Only the number is wanted: how many lines of the listing below contain "labels"?

▼

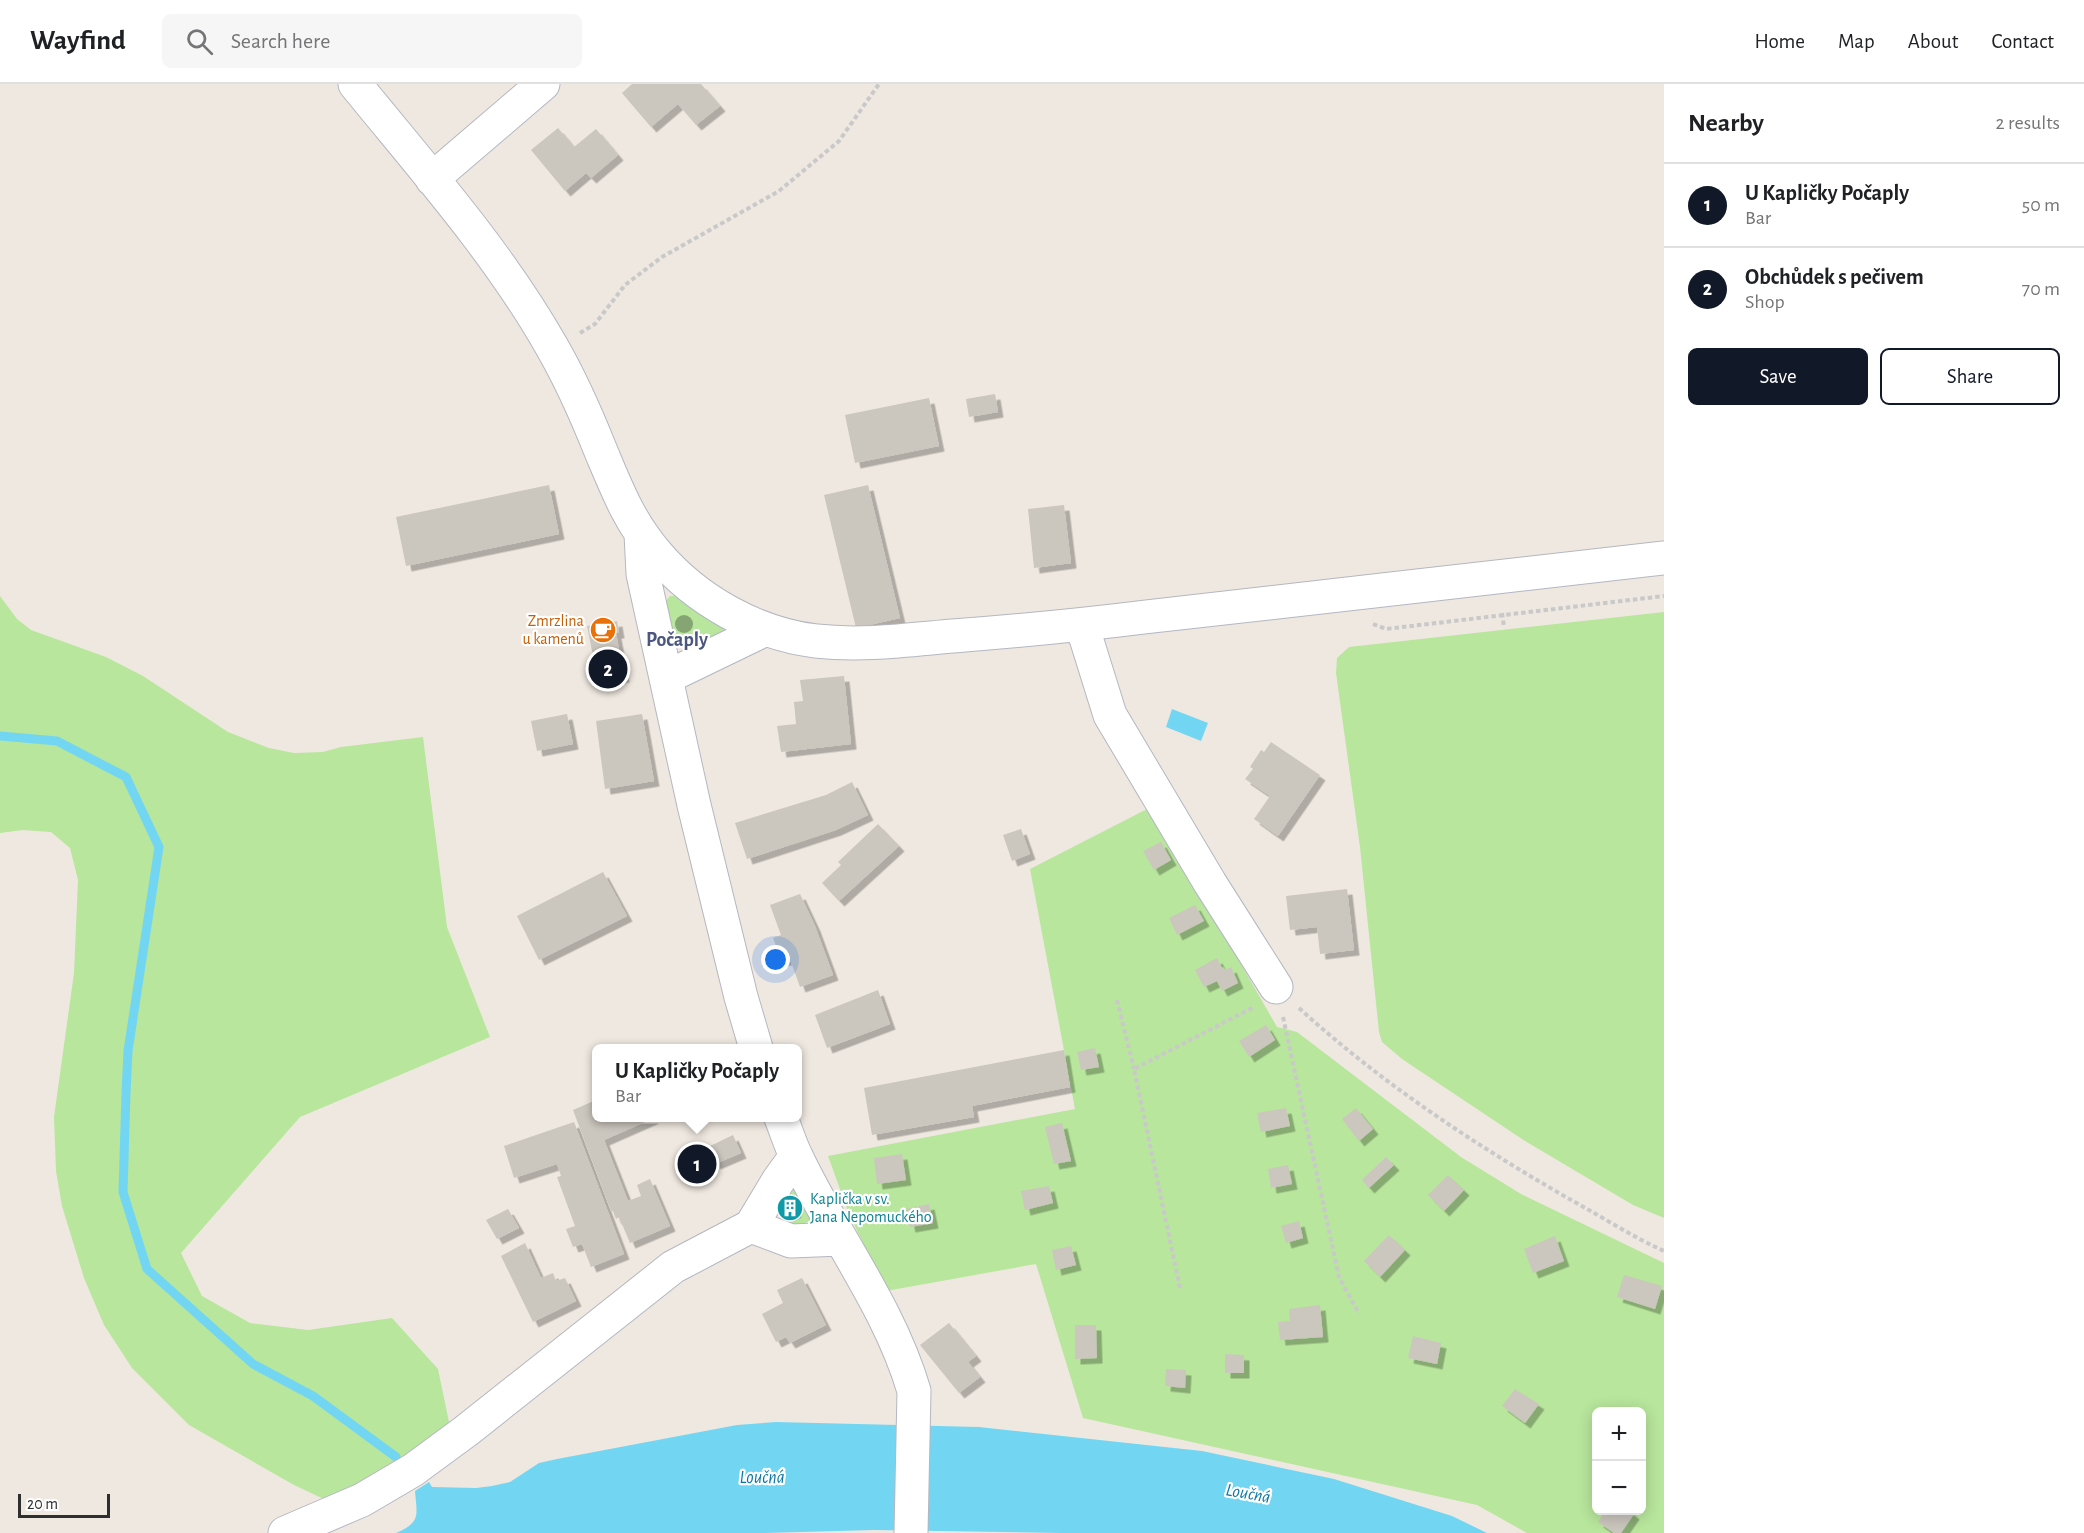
<!DOCTYPE html>
<meta charset="utf-8">
<style>
body{margin:0;font-family:"Alegreya Sans",sans-serif;background:#f6f6f6;color:#202124}
.controls{position:absolute;right:18px;bottom:18px;display:grid;overflow:hidden;border-radius:9px;box-shadow:0 3px 15px #0003}
.controls button{width:54px;height:54px;display:grid;place-items:center;padding:0;border:0;border-bottom:2px solid #e0e0e0;background:#fff;color:#202124;font:30px sans-serif}
.scale{position:absolute;left:18px;bottom:15px;width:92px;box-sizing:border-box;padding-left:6px;border:3px solid #2e2e2e;border-top:0;font-size:16px;line-height:21px;white-space:nowrap;color:#2e2e2e;-webkit-text-stroke:4px #fff;paint-order:stroke}
.you{position:absolute;left:776px;top:876px;width:21px;height:21px;margin:-15px;border:4px solid #fff;border-radius:50%;background:#1a73e8;box-shadow:0 0 0 9px #1a73e833}
.badge{display:grid;place-items:center;width:39px;height:39px;border-radius:50%;background:#111827;color:#fff;font-size:20px;font-weight:700}
.pin{position:absolute;translate:-50% -50%;border:3px solid #fff;box-shadow:0 2px 6px #0006}
.popup{position:absolute;left:592px;top:960px;width:210px;height:78px;box-sizing:border-box;display:grid;place-content:center;border-radius:9px;background:#fff;filter:drop-shadow(0 2px 4px #0005);font-size:20px;white-space:nowrap;color:#757577}
.popup b{font-size:22px;color:#202124}
.popup::after{content:'';position:absolute;left:50%;top:100%;margin-left:-12px;border:12px solid transparent;border-top-color:#fff}
.list{margin:0;padding:0;list-style:none}
h2{display:flex;justify-content:space-between;align-items:center;height:78px;margin:0;padding:0 24px;font-size:26px}
h2 small{font-size:20px;font-weight:400;color:#757577}
.list li{display:grid;grid-template-columns:39px 1fr auto;gap:18px;align-items:center;box-sizing:border-box;height:84px;padding:0 24px;border-top:2px solid #e0e0e0}
.list b{display:block;font-size:22px;white-space:nowrap}
.list p{margin:0;font-size:20px;white-space:nowrap;color:#757577}
.list em{font-size:20px;font-style:normal;color:#757577}
.actions{display:flex;gap:12px;padding:18px 24px}
.actions a{flex:1;padding:14px 0;border:2px solid #111827;border-radius:9px;text-align:center;font-size:21px;color:#111827}
.actions .main{background:#111827;color:#fff}
.icon{flex:none;width:33px;height:33px;fill:none;stroke:currentColor;stroke-width:2;stroke-linecap:round;stroke-linejoin:round}
.map{position:relative;flex:none;width:1664px;height:1449px;overflow:hidden}
header{display:flex;align-items:center;gap:36px;box-sizing:border-box;height:84px;padding:0 30px;background:#fff;border-bottom:2px solid #e0e0e0}
header strong{font-size:28px}
nav{display:flex;gap:33px;margin-inline-start:auto;font-size:21px}
.search{width:420px;height:54px;background:#f6f6f6;display:flex;align-items:center;gap:15px;box-sizing:border-box;padding:0 21px;border-radius:9px;color:#757577;font-size:22px}
main{display:flex}
aside{flex:1;background:#fff}
.map>svg:first-child{display:block}
.green{fill:#b8e69c;fill-rule:evenodd}
.water{fill:#72d6f3}
.lines{fill:none;stroke-linecap:round;stroke-linejoin:round}
.stream{stroke:#72d6f3;stroke-width:9}
.building{fill:#cbc6be;filter:url(#shadow)}
.minor-casing{stroke:#b4b7c1;stroke-width:35}
.path{stroke:#c9c9c9;stroke-width:4;stroke-dasharray:4.5 3;stroke-linecap:butt}
.minor{stroke:#fff;stroke-width:33}
.tree{fill:#85a573}
.labels{text-anchor:middle;dominant-baseline:central;stroke-width:4.5;stroke-linejoin:round;paint-order:stroke}
.food-label{font-size:16px;fill:#c56008;stroke:#fff;text-anchor:end}
.culture-label{font-size:16px;fill:#0d838f;stroke:#fff;text-anchor:start}
.water-label{font-size:18px;font-style:italic;fill:#0a76a5;stroke:#fff}
.quarter-label{font-size:20px;font-weight:bold;fill:#4c5781;stroke:#fff}
</style>
<header>
<strong>Wayfind</strong>
<div class="search"><svg class="icon" aria-label="search" viewBox="0 0 24 24"><circle cx="10" cy="10" r="6"/><path d="M15 15l6 6"/></svg>Search here</div>
<nav><a>Home</a><a>Map</a><a>About</a><a>Contact</a></nav>
</header>
<main>
<div class="map">
<svg width="1664" height="1449" viewBox="0 0 1664 1449">
<defs>
<filter id="shadow"><feDropShadow dx="5.5" dy="5.5" stdDeviation="0" flood-color="#0004"/></filter>
</defs>
<rect width="100%" height="100%" fill="#efe8e0"/>
<path class="green" d="M0,512L17,535L31,546L106,573L143,592L228,648L269,664L294,669L323,668L341,663L423,653L447,843L490,953L300,1033L181,1169L202,1212L250,1239L308,1246L392,1234L438,1285L450,1343L372,1397L326,1416L294,1401L189,1341L132,1284L104,1241L84,1194L62,1122L56,1087L54,1033L74,889L78,796L70,764L51,748L23,746L0,749Z
M670,512H675L721,541L724,546C711,555 685,562 671,553L665,518Z
M1664,528V1134L1633,1121L1525,1057L1402,975L1382,958L1379,948L1360,763L1336,589L1337,574L1349,563Z
M1151,723L1277,943L1297,948L1461,1073L1521,1110L1664,1179V1449H1527L1477,1421L1083,1334L1036,1180L886,1207L849,1130L828,1072L1075,1025L1030,785ZM1596,1328H1642V1426H1596Z
M799,1099L815,1135L787,1146L777,1119L783,1106Z"/>
<path class="water" d="M1172,625L1208,639L1201,657L1166,643Z
M776,1338L979,1343L1202,1367L1334,1395L1452,1432L1487,1449H1061L874,1446L765,1449H396C421,1438 417,1432 415,1407L429,1398L432,1403L476,1404L492,1402L510,1398L539,1379L557,1375L737,1341Z"/>
<g class="lines">
<path class="stream" d="M0,652L57,657L126,693L159,763L128,967L126,1009L123,1108L147,1185L253,1280L313,1312L396,1373"/>
</g>
<path class="building" d="M632,0H701L720,22L696,41L678,20L651,43L622,9Z
M558,44L574,63L596,45L618,71L591,94L586,89L565,107L531,66Z
M995,310L998,328L969,333L966,315Z
M929,314L939,362L855,379L845,331Z
M549,401L559,450L406,482L396,433Z
M868,401L900,534L856,544L824,411Z
M1064,421L1071,479L1034,484L1028,425Z
M617,537L619,549H616L624,593L598,597L587,542Z
M844,592L851,660L781,668L777,642L796,640L794,618L803,617L800,596Z
M567,630L573,660L537,667L531,637Z
M642,630L654,697L605,705L596,637Z
M1271,658L1320,691L1278,752L1254,735L1270,712L1245,695L1253,685L1250,683L1261,666L1264,668Z
M852,698L868,731L836,746L747,775L735,739L826,711Z
M878,740L899,762L839,817L822,799L841,781L838,778Z
M1021,745L1030,770L1012,777L1003,751Z
M1161,758L1171,776L1154,786L1143,767Z
M603,788L627,832L539,876L517,832Z
M1347,805L1354,866L1320,870L1317,843L1290,846L1286,812Z
M800,810L815,842L833,891L800,903L790,875L782,877L773,854L781,851L770,821Z
M1195,821L1204,837L1177,851L1169,834Z
M1217,874L1222,884L1223,883L1225,886L1231,883L1238,899L1222,907L1217,897L1204,903L1195,886Z
M878,906L890,940L827,964L815,931Z
M1266,941L1275,956L1249,973L1239,957Z
M1095,964L1099,983L1081,986L1077,968Z
M1064,966L1070,1003L972,1022L974,1033L872,1051L864,1004Z
M596,1016V1034H654L604,1056L628,1117L641,1112L637,1101L650,1095L670,1142L630,1159L619,1133L616,1135L613,1127H611L573,1026Z
M1286,1024L1290,1042L1261,1048L1257,1029Z
M1356,1024L1373,1045L1359,1057L1342,1035Z
M574,1038L624,1170L591,1183L582,1160L573,1163L566,1145L575,1142L557,1093L561,1092L557,1080L514,1094L504,1062Z
M1062,1039L1071,1077L1054,1080L1045,1043Z
M733,1051L741,1069L715,1080L708,1063Z
M902,1070L906,1096L877,1100L874,1074Z
M1386,1073L1394,1081L1369,1104L1362,1096Z
M1288,1081L1292,1100L1271,1104L1268,1085Z
M1448,1091L1464,1106L1444,1127L1428,1111Z
M1049,1102L1053,1119L1025,1126L1021,1107Z
M792,1117L796,1128L788,1132L784,1120Z
M929,1120L933,1139L910,1143L906,1125Z
M508,1125L519,1144L497,1155L486,1136Z
M1299,1137L1303,1154L1286,1159L1281,1142Z
M1389,1151L1405,1166L1380,1193L1364,1177Z
M1555,1152L1564,1177L1533,1189L1524,1165Z
M525,1159L541,1194L553,1189L556,1197L565,1194L576,1217L533,1238L501,1172Z
M1071,1162L1076,1181L1056,1186L1052,1166Z
M1624,1191L1662,1202L1655,1225L1617,1213Z
M802,1194L826,1241L790,1259L786,1253L776,1258L762,1230L783,1219L777,1206Z
M1320,1221L1323,1253L1280,1256L1278,1238L1290,1237L1289,1225Z
M949,1239L976,1272L968,1278L980,1293L959,1309L920,1261Z
M1075,1241H1096L1097,1274L1075,1275Z
M1413,1252L1441,1259L1437,1280L1408,1274Z
M1225,1270L1244,1271V1289H1225Z
M1166,1285L1186,1286L1185,1304L1165,1302Z
M1515,1305L1539,1320L1525,1339L1502,1322Z
M1606,1426H1629L1634,1430L1621,1449H1614L1598,1438Z"/>
<g class="lines">
<defs>
<path id="minor" d="M355,0C424,85 498,168 552,263C571,296 586,330 600,365C616,403 629,438 657,470C696,516 756,550 816,557C862,562 907,556 953,552C1017,547 1081,541 1145,533C1318,513 1491,494 1664,474
M432,95L543,0
M641,450L643,490L694,721L741,913L756,964
M1079,541L1086,554L1110,631L1210,799L1276,903
M667,593L766,545
M781,1034C786,1046 790,1060 796,1072C833,1151 889,1222 914,1307L911,1449
M751,1142L791,1157L841,1155
M285,1449L362,1416L413,1386L466,1347L673,1183L751,1142L778,1097L796,1072"/>
</defs>
<use href="#minor" class="minor-casing"/>
<path class="path" d="M580,249L595,240L625,201L662,173L779,107L839,57L879,0
M1502,529L1504,543
M1373,540L1386,545L1664,512
M1117,916L1134,985
M1299,924C1382,1000 1481,1065 1580,1121C1607,1136 1635,1154 1664,1167
M1283,933L1339,1193L1359,1230
M1180,1204L1134,985L1254,923"/>
<use href="#minor" class="minor"/>
</g>
<circle class="tree" cx="684" cy="540" r="9"/>
<defs>
<symbol id="cafe-disc" viewBox="-11 -11 22 22"><circle r="9.5" fill="#e8710a" stroke="#fff"/><path d="M-5.5-4.5H6V0H3Q3 3.5 0 3.5H-2.5Q-5.5 3.5-5.5 0ZM3-3.2v2h1.7v-2ZM-6 4.5H4V6H-6Z" fill="#fff"/></symbol>
<symbol id="building-disc" viewBox="-11 -11 22 22"><circle r="9.5" fill="#0f9aa8" stroke="#fff"/><path d="M-4-6H4V6H1V3H-1V6H-4ZM-2.5-4.3h1.7v1.8h-1.7ZM.8-4.3h1.7v1.8H.8ZM-2.5-1h1.7V.8h-1.7ZM.8-1h1.7V.8H.8Z" fill="#fff"/></symbol>
</defs>
<g fill-rule="evenodd">
<use href="#cafe-disc" x="588" y="531" width="30" height="30"/>
<use href="#building-disc" x="775" y="1109" width="30" height="30"/>
</g>
<g class="labels">
<g class="food-label">
<text x="584" y="537">Zmrzlina<tspan x="584" dy="18">u kamenů</tspan></text>
</g>
<g class="culture-label">
<text x="810" y="1115">Kaplička v sv.<tspan x="810" dy="18">Jana Nepomuckého</tspan></text>
</g>
<g class="water-label">
<text x="762" y="1394">Loučná</text>
<text transform="translate(1248 1410) rotate(10)">Loučná</text>
</g>
<g class="quarter-label">
<text x="677" y="556">Počaply</text>
</g>
</g>
</svg>
<div class="controls">
<button>+</button>
<button>−</button>
</div>
<div class="scale">20 m</div>
<div class="you"></div>
<div class="pin badge" style="left:697px;top:1080px">1</div>
<div class="popup"><b>U Kapličky Počaply</b>Bar</div>
<div class="pin badge" style="left:608px;top:585px">2</div>
</div>
<aside>
<h2>Nearby<small>2 results</small></h2>
<ul class="list">
<li><span class="badge">1</span><div><b>U Kapličky Počaply</b><p>Bar</p></div><em>50 m</em></li>
<li><span class="badge">2</span><div><b>Obchůdek s pečivem</b><p>Shop</p></div><em>70 m</em></li>
</ul>
<div class="actions"><a class="main">Save</a><a>Share</a></div>
</aside>
</main>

▲

## Answer below
2